◆ RECORD SET ◆
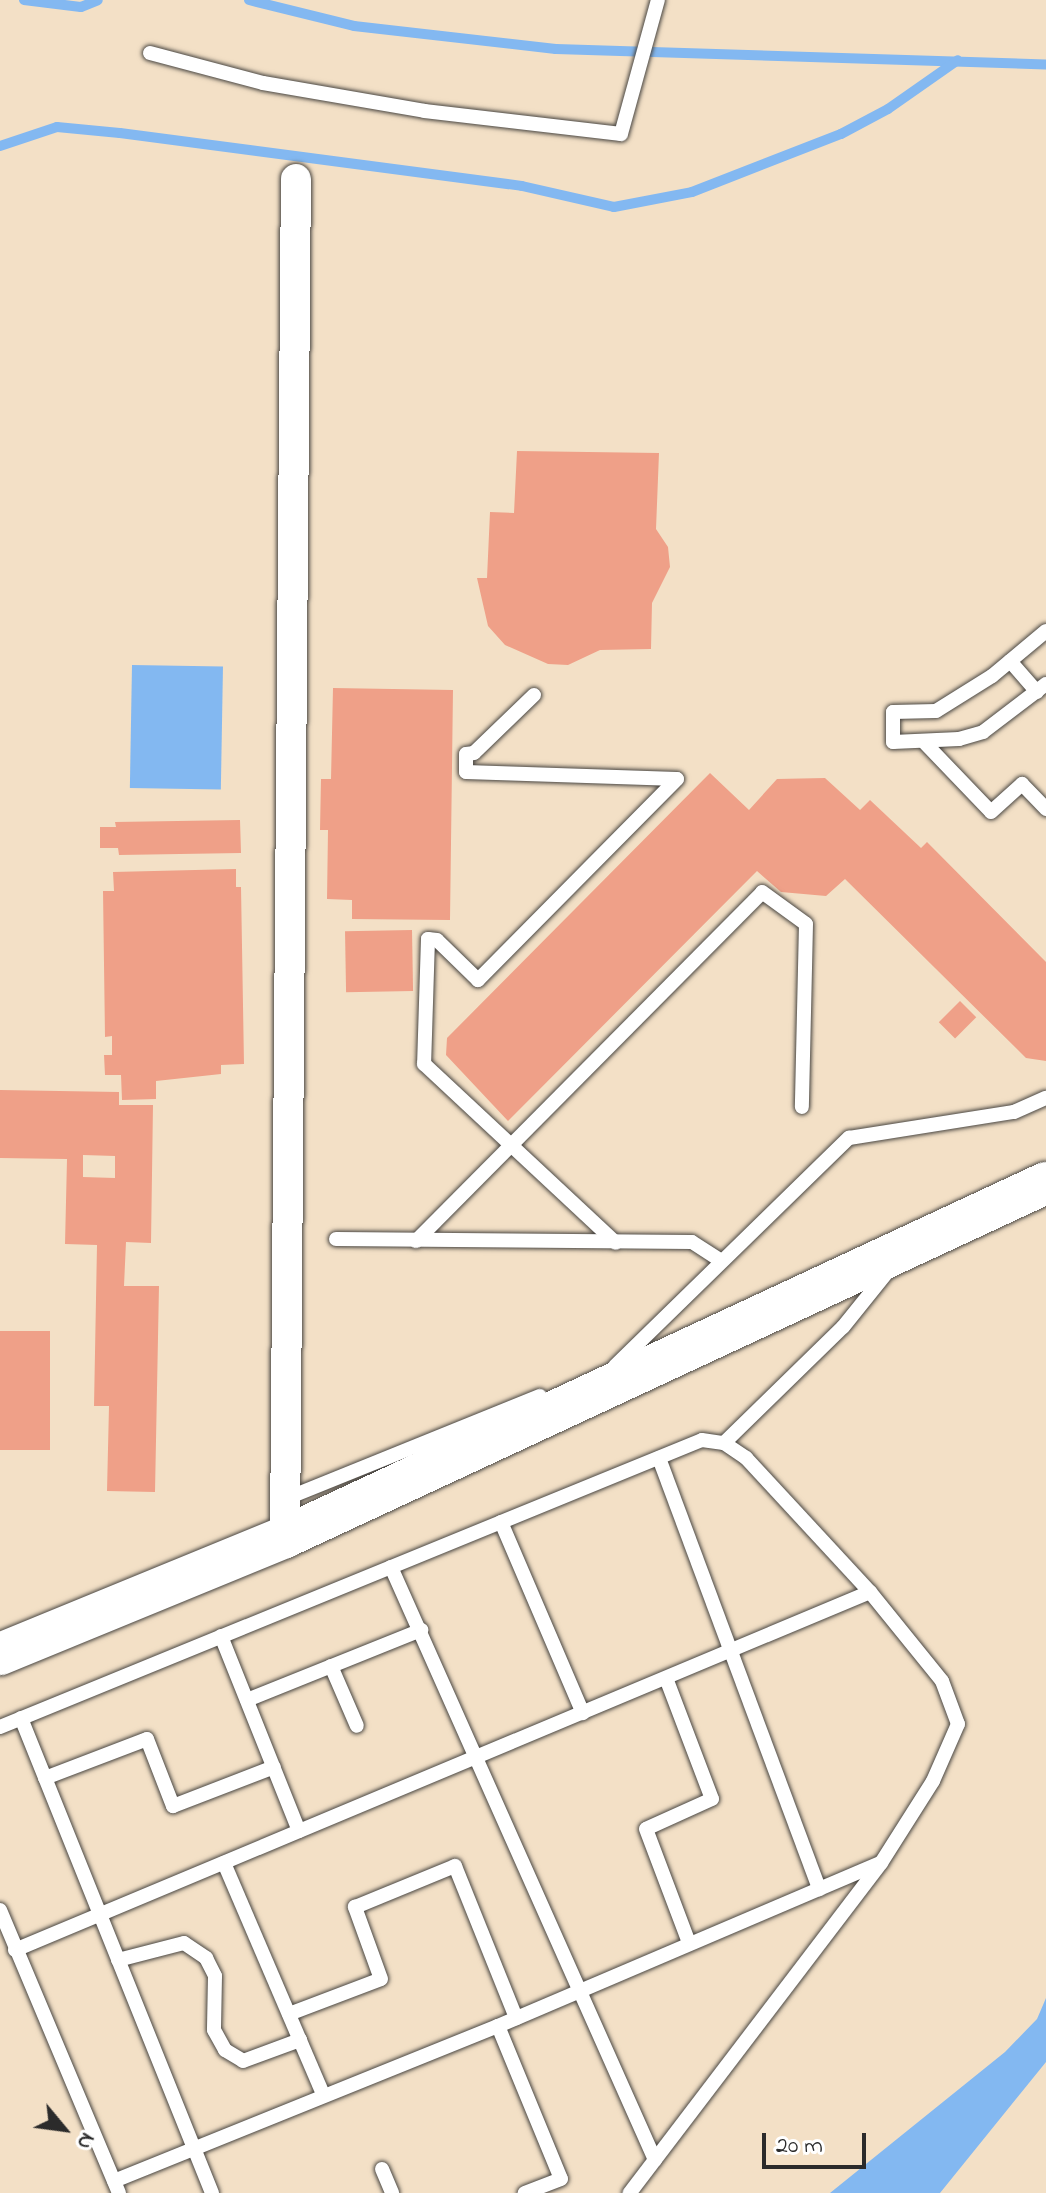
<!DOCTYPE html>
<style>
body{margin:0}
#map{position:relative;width:1046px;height:2193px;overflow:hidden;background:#f3e0c6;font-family:"Indie Flower",sans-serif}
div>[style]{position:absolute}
.water>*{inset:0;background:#83b8f1;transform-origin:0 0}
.stream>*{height:10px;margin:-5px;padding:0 5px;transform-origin:5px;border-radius:5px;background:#83b8f1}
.building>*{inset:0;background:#efa088;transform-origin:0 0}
.roads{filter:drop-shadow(0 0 2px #494642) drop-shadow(0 0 2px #494642)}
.lane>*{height:14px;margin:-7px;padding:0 7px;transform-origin:7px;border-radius:7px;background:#fff}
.street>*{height:30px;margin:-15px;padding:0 15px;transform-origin:15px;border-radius:15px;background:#fff}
.secondary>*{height:42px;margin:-21px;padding:0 21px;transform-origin:21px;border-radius:21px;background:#fff}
span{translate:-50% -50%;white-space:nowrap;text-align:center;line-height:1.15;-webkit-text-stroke:6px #fff;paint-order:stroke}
.north{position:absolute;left:24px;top:2089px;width:80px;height:80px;-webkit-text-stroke:6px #fff;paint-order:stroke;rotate:119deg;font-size:22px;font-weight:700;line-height:32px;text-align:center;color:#2b2b2b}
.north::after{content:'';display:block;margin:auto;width:28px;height:36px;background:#2b2b2b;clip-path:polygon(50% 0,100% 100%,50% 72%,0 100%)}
.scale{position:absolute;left:762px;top:2133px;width:104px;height:36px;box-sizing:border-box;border:4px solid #2b2b2b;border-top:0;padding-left:10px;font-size:24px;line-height:28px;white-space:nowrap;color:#2b2b2b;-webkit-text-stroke:6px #fff;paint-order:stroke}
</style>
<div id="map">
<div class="water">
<div style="left:132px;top:665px;width:91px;height:123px;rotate:1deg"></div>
<div style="clip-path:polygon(1046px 1998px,1046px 2062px,940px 2193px,830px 2193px,1005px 2052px,1037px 2019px)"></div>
</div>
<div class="stream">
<div style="left:24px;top:0;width:57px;rotate:7deg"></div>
<div style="left:81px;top:7px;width:18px;rotate:-22deg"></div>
<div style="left:249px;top:0;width:108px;rotate:13.9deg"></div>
<div style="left:354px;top:26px;width:203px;rotate:6.5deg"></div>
<div style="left:556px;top:49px;width:490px;rotate:1.8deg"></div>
<div style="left:0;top:146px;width:60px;rotate:-18.4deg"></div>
<div style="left:57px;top:127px;width:63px;rotate:5.4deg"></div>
<div style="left:120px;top:133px;width:405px;rotate:7.5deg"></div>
<div style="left:522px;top:186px;width:94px;rotate:12.9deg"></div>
<div style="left:614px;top:207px;width:79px;rotate:-10.9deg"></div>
<div style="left:692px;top:192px;width:160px;rotate:-21.3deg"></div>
<div style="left:841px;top:134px;width:53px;rotate:-28deg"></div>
<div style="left:888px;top:109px;width:85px;rotate:-35deg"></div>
</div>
<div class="building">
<div style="clip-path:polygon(517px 451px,659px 453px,656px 529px,668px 547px,670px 567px,652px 603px,651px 649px,600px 650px,568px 665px,548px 664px,505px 645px,488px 626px,477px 578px,487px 578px,490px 512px,514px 513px)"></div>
<div style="clip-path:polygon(333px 688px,453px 690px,450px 920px,352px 919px,352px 900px,327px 899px,328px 830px,320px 830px,321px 779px,331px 779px)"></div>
<div style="clip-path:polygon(710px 773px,749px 810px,777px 779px,825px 778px,860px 810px,870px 800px,921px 848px,927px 842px,1046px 962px,1046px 1061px,1026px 1058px,845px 879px,826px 896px,781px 892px,757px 871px,508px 1121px,446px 1055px,447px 1038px)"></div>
<div style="clip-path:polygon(240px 820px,241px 853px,119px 855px,118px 848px,100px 848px,100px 827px,116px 827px,115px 822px)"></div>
<div style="clip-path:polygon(236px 869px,236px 887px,241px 887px,244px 1064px,221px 1065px,221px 1074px,156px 1081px,156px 1099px,122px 1100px,121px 1075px,105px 1075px,104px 1055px,112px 1055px,112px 1036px,105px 1037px,103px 891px,114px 891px,113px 872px)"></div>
<div style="left:412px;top:930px;width:61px;height:67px;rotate:89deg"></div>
<div style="left:960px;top:1001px;width:23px;height:30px;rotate:45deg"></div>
<div style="clip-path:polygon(evenodd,0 1090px,119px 1092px,119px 1105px,153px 1105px,151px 1243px,126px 1242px,124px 1286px,159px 1286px,155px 1492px,107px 1491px,109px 1406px,94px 1406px,97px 1245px,65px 1244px,67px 1159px,0 1158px,0 1090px,83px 1155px,115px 1156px,115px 1178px,83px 1177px,83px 1155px)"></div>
<div style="left:0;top:1331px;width:50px;height:119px"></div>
</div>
<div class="roads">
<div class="lane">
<div style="left:150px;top:53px;width:117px;rotate:14.9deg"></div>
<div style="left:263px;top:83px;width:164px;rotate:9.8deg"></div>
<div style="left:425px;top:111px;width:197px;rotate:6.7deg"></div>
<div style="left:621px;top:134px;width:139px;rotate:-74.6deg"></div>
<div style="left:1046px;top:631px;width:70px;rotate:140.2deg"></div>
<div style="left:992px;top:676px;width:66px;rotate:148deg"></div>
<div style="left:936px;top:711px;width:43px;rotate:178.7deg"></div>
<div style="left:893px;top:712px;width:30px;rotate:90deg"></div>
<div style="left:893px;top:742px;width:66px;rotate:-2.6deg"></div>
<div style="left:959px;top:739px;width:25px;rotate:-16deg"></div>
<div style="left:983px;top:732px;width:79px;rotate:-37.3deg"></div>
<div style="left:1010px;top:661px;width:41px;rotate:48.9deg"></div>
<div style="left:534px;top:695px;width:83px;rotate:136deg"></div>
<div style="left:474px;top:753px;width:8px;rotate:173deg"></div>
<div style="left:466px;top:754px;width:18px;rotate:90deg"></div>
<div style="left:466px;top:772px;width:211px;rotate:1.9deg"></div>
<div style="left:677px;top:779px;width:283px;rotate:134.7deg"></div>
<div style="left:478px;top:980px;width:57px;rotate:-135.7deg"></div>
<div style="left:437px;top:940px;width:9px;rotate:-174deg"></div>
<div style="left:428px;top:939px;width:125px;rotate:91.8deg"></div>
<div style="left:424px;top:1064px;width:262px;rotate:43deg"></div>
<div style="left:923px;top:741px;width:98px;rotate:46.2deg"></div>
<div style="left:991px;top:812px;width:42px;rotate:-42.1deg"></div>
<div style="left:1022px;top:784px;width:35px;rotate:46deg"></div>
<div style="left:336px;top:1239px;width:356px;rotate:0.5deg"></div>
<div style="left:692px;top:1242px;width:33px;rotate:33deg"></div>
<div style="left:416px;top:1241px;width:491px;rotate:-45.2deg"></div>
<div style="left:762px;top:892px;width:54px;rotate:36deg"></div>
<div style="left:806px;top:924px;width:183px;rotate:91.3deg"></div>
<div style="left:615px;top:1366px;width:327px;rotate:-44.3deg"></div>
<div style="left:849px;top:1138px;width:167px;rotate:-9deg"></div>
<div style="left:1014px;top:1112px;width:35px;rotate:-24deg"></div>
<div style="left:724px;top:1443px;width:166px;rotate:-44.3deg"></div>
<div style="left:843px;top:1327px;width:73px;rotate:-51.1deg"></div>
<div style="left:659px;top:1458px;width:460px;rotate:69.6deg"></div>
<div style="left:285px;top:1499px;width:275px;rotate:-22deg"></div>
<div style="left:501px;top:1522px;width:208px;rotate:66.8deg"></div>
<div style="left:391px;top:1567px;width:649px;rotate:66deg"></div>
<div style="left:221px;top:1636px;width:210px;rotate:68.2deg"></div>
<div style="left:331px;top:1666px;width:65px;rotate:66.6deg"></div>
<div style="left:666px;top:1678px;width:129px;rotate:69.2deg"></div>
<div style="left:712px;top:1799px;width:72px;rotate:155.6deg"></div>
<div style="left:646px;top:1829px;width:122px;rotate:69.3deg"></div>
<div style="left:247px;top:1700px;width:188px;rotate:-21.9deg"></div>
<div style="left:21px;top:1718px;width:512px;rotate:68.09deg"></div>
<div style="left:0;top:1727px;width:758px;rotate:-22.24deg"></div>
<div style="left:702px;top:1440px;width:22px;rotate:8deg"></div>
<div style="left:724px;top:1443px;width:27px;rotate:34deg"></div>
<div style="left:746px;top:1458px;width:183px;rotate:47.2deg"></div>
<div style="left:870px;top:1592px;width:114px;rotate:51deg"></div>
<div style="left:942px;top:1681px;width:46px;rotate:69.6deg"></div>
<div style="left:958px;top:1724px;width:62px;rotate:113.7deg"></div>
<div style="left:933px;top:1781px;width:97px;rotate:122.4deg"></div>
<div style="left:881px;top:1863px;width:415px;rotate:127.3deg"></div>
<div style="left:45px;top:1778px;width:109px;rotate:-20.9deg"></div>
<div style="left:147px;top:1739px;width:72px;rotate:68.8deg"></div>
<div style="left:173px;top:1806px;width:108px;rotate:-21.1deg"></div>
<div style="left:224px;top:1863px;width:251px;rotate:66.8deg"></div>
<div style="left:0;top:1910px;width:307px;rotate:67.2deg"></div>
<div style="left:15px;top:1950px;width:927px;rotate:-22.72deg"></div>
<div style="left:118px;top:1960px;width:68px;rotate:-14.4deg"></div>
<div style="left:184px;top:1943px;width:27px;rotate:34deg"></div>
<div style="left:206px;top:1958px;width:20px;rotate:63deg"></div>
<div style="left:215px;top:1976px;width:54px;rotate:91.1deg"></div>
<div style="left:214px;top:2030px;width:23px;rotate:61deg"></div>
<div style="left:225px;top:2050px;width:21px;rotate:31deg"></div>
<div style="left:243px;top:2061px;width:61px;rotate:-20.2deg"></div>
<div style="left:289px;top:2014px;width:98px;rotate:-20.8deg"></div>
<div style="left:381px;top:1979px;width:77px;rotate:-109.9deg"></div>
<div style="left:355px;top:1907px;width:108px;rotate:-22.3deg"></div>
<div style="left:455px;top:1866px;width:164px;rotate:68.1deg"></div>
<div style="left:498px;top:2026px;width:165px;rotate:67.6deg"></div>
<div style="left:561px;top:2179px;width:39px;rotate:159deg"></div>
<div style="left:382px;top:2169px;width:26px;rotate:67deg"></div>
<div style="left:114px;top:2181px;width:414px;rotate:-22deg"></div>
<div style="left:498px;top:2026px;width:415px;rotate:-23.1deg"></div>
</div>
<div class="street">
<div style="left:285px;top:1537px;width:1358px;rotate:-89.54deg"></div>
</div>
<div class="secondary">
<div style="left:0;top:1654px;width:308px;rotate:-22.3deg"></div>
<div style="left:285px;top:1537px;width:839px;rotate:-24.95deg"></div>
</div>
</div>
<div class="north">N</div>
<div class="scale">20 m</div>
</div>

◆ WHAT IS NEEDED ◆
Using the data above, count the lines that hold the string "stream". Report the number and nothing else.

◆ RESPONSE TO THE EXERCISE ◆
2